HMRC files 13% more winding up petitions
There has been a sharp increase in the number of winding up petitions issued by HMRC in the last year.
According to data compiled by Funding Options, HMRC issued 3,484 winding up petitions in 2015, up from 3,074 the previous year. This represents an increase of 13%.
A winding up order is a Court order that can force an insolvent company into compulsory liquidation if they cannot pay the money they owe. It is generally seen as the final step that a creditor can take against a company that owes them money.
In the case of petitions issued by HMRC, the debt takes the form of unpaid tax bills. A winding up petition is still generally the last option considered by HMRC but can be issued against tax debts of varying kinds, including partnership tax, corporation tax and VAT bills.
SMEs can often face difficulties when it comes to their tax obligations for a number of different reasons.
Cashflow can be more volatile for smaller businesses and they can be more vulnerable to market fluctuations. Another issue could be VAT, which is billed on sums invoiced rather than received. This can cause problems for small businesses when major invoices are not paid on time.
Despite the increase in the number of winding up petitions issued by HMRC, the overall number of corporate insolvencies fell from April to June 2016, as did the number of winding up orders overall.

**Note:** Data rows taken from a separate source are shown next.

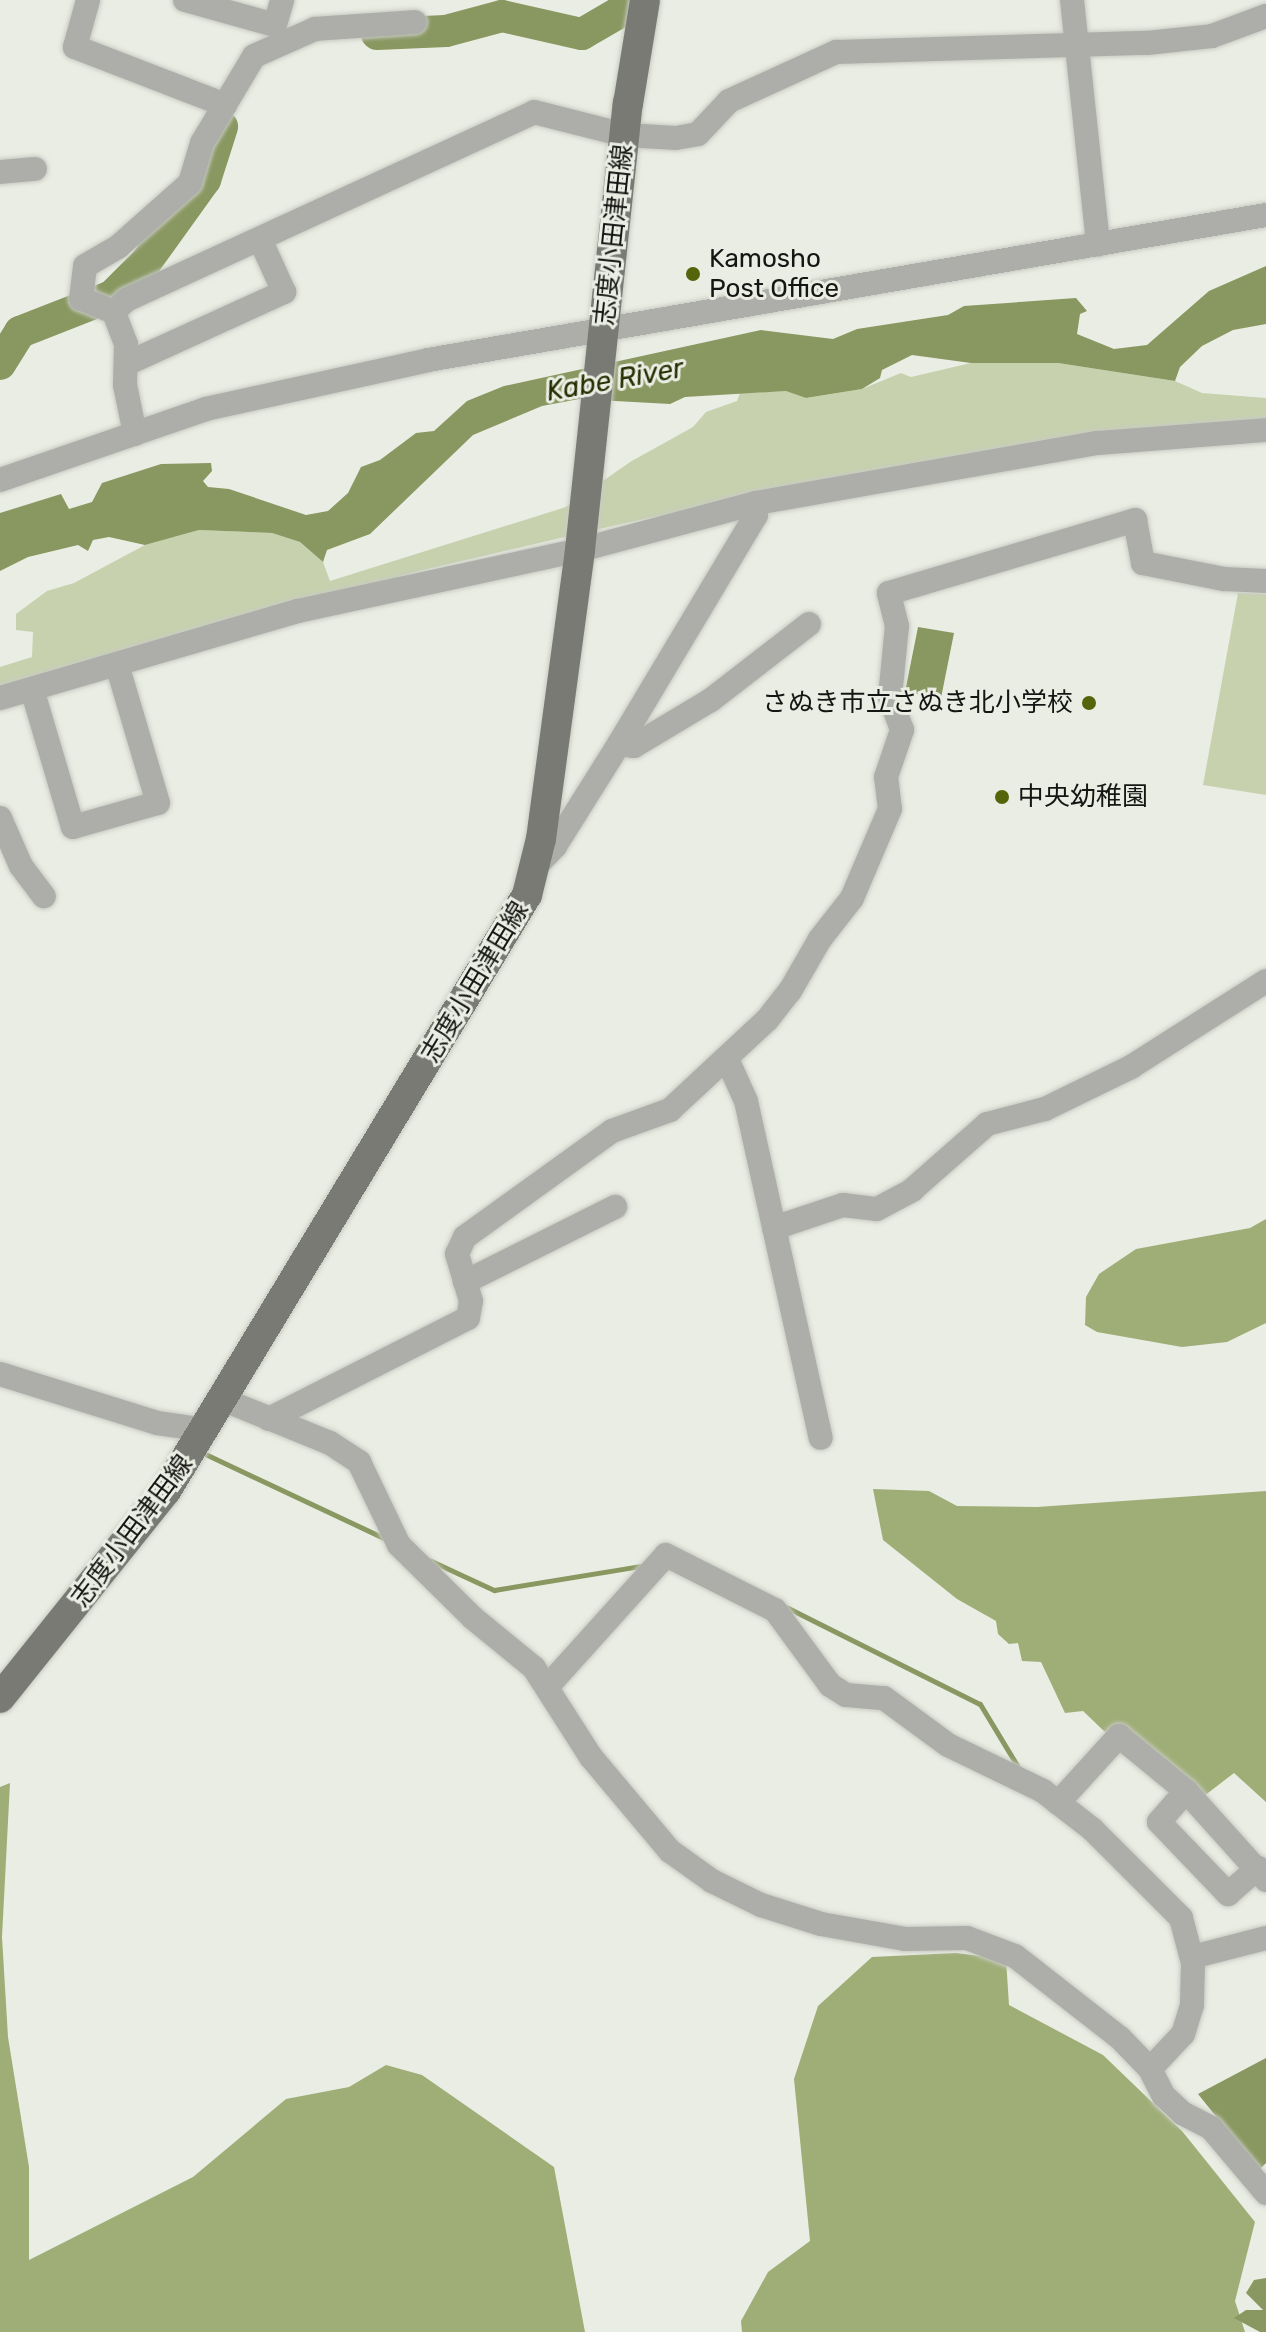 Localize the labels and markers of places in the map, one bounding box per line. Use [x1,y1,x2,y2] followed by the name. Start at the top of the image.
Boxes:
[709,243,839,304] place label: Kamosho Post Office
[684,265,702,283] marker: Kamosho Post Office
[761,687,1073,719] place label: さぬき市立さぬき北小学校
[1080,694,1098,712] marker: さぬき市立さぬき北小学校
[1018,781,1148,813] place label: 中央幼稚園
[993,788,1011,806] marker: 中央幼稚園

Figures from the Insolvency Service showed that an estimated 3,617 companies entered insolvency during the second quarter of the year. This was a fall of 4.2% from the first quarter and was also 2.7% lower than Q2 2015. The fall was largely due to a decrease in the number of compulsory liquidations.
Richard Wolff, Northwest chair of the recovery professionals’ trade body R3, said that the low cost of borrowing had combined with a sense of patience shown by creditors since the financial crisis to contribute to the falling trend when it came to corporate insolvencies.
He warned however that recent confidence indicators could be pointing to a rise in business insolvency in the near future.